**Exercise directions**
Reply with one number, the count of lines below that contain the string "GmbH".

**Records for the exercise**
☆ ☆ ☆ ☆ ☆ ☆ ☆
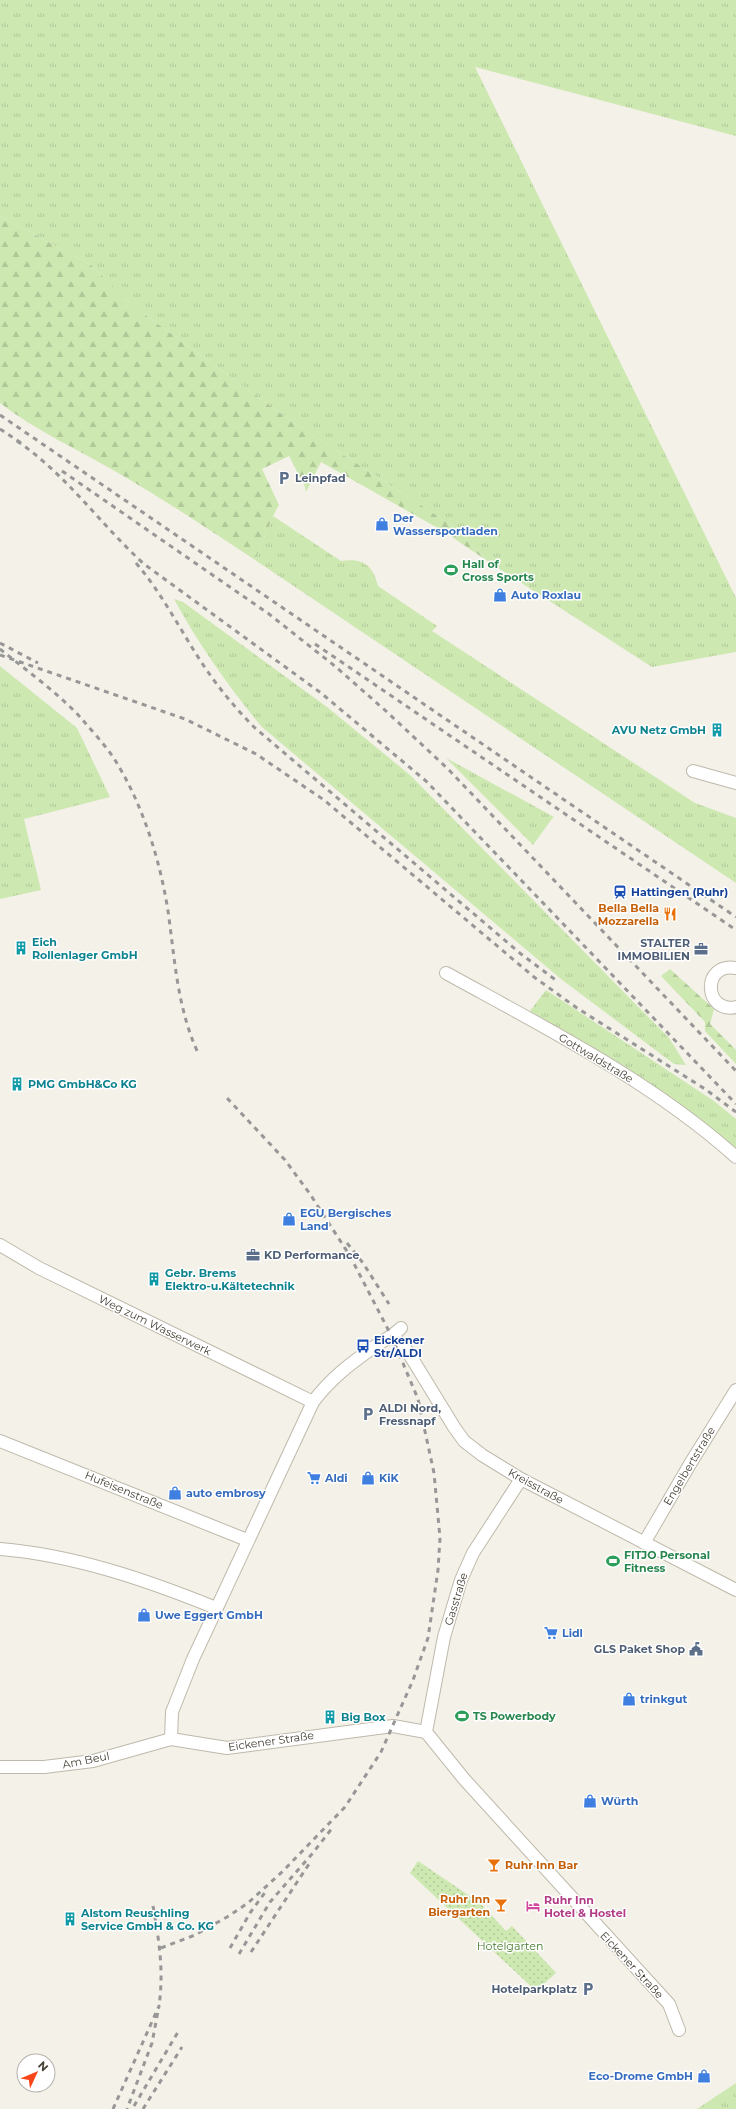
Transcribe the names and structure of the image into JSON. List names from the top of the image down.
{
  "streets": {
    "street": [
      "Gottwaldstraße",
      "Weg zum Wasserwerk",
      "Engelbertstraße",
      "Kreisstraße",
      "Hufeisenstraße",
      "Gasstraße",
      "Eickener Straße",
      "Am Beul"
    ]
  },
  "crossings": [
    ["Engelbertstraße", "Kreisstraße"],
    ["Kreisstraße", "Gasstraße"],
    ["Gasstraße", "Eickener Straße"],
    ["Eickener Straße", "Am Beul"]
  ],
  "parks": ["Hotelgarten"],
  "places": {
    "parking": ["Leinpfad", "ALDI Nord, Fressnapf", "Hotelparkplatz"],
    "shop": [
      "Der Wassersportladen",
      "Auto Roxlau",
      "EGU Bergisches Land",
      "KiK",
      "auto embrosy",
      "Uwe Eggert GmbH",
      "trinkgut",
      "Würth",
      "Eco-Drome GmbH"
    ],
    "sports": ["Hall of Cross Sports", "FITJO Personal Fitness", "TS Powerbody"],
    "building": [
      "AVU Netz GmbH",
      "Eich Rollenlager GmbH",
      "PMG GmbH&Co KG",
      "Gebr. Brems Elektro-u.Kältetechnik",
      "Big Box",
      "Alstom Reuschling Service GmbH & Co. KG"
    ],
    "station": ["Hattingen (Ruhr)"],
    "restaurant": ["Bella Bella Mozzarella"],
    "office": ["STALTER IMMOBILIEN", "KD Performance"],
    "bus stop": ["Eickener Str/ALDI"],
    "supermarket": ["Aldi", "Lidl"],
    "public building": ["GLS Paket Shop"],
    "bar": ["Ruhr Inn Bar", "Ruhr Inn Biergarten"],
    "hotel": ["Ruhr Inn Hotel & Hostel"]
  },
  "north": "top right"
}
☆ ☆ ☆ ☆ ☆ ☆ ☆
**Response area**
6